Ler e escrever vai muito além de alfabetizar-se. Ler significa “ler o mundo” sim, e através da leitura desse mundo, o indivíduo deve ser capaz de escrever a sua própria história no mundo, perceber o momento de modificar o seu rumo e lançar estratégias eficazes para que a transformação ocorra, utilizando-se da leitura e da escrita como ferramentas para alcançar o seu objetivo. Ler no mundo é perceber a história de vida como uma história que se entrelaça com a história do próprio mundo, onde residem as relações sociais, culturais e econômicas e, portanto, também passiveis de transformação.

Ao nascerem, as pessoas inscrevem-se na história do seu país que, por sua vez, compõe a história do mundo, assumindo um tempo só seu num mundo perverso em suas relações sociais e produções de conhecimento. E estes mesmos indivíduos, matriculados numa escola, só serão capazes de se transformar e mudar o seu meio social se forem instrumentalizados de maneira sólida, através de um currículo organizado de acordo com as suas reais necessidades. 

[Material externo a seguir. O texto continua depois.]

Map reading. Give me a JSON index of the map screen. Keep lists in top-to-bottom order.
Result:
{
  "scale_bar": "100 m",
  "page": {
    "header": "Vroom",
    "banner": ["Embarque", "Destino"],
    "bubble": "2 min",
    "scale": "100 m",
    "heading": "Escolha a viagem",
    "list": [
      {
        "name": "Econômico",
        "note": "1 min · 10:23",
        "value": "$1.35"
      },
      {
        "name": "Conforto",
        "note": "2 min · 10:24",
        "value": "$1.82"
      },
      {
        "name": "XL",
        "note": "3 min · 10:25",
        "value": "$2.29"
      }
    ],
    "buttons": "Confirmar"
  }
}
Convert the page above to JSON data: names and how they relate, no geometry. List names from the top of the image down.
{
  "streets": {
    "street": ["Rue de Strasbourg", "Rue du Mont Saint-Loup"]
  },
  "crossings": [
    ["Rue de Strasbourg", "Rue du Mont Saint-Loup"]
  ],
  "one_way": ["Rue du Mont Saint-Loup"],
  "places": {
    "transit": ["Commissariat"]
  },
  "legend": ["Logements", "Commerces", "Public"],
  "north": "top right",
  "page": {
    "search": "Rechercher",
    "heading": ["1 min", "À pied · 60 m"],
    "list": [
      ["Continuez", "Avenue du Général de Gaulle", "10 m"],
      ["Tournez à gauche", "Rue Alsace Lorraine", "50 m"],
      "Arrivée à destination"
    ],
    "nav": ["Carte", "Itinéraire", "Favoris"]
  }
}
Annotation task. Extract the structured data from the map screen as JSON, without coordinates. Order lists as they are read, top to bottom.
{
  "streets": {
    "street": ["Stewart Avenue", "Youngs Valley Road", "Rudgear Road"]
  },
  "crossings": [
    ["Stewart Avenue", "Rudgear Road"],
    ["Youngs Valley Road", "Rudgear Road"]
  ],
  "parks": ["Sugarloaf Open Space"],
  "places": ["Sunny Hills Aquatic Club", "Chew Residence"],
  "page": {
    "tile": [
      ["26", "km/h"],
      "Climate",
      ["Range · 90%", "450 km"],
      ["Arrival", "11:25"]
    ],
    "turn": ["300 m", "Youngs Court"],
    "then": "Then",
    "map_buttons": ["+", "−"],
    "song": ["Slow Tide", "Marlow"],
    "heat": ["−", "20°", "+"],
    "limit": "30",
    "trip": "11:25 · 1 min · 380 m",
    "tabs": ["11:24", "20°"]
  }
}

A valorização dessas histórias e dos seus entrelaces, precisa ser resgatada pela escola que pretende promover a leitura e a escrita de forma eficiente – a leitura para o mundo. Para que aprendemos a ler se esta leitura não nos permite interpretar as relações que se estabelecem no mundo atual? Quantos de nós somos capazes de entender uma instrução dada somente lendo essa instrução? Nós, professores, provavelmente vamos precisar de duas ou três voltas ao texto. E nossos alunos? Que competência estamos desenvolvendo se a maioria não consegue interpretar uma frase instrutiva, ou um texto simples? 

Estamos presos ainda na transmissão de regras ortográficas e normas gramaticais - que tem a importância necessária ate o ponto que nos fazemos entender pelo outro – e nos esquecemos que o “Word” faz isso por nós! E não venha dizer “– e se nosso computador quebrar, como vamos nos virar?” Te digo: sempre há uma Lan House por perto e os nossos alunos sabem bem disso. Alfabetizar é ensinar a utilizar o Word, pois ele está no mundo, no mundo das relações sociais possibilitando que o indivíduo escreva a sua história de vida através dele, ou outro qualquer que o substitua. 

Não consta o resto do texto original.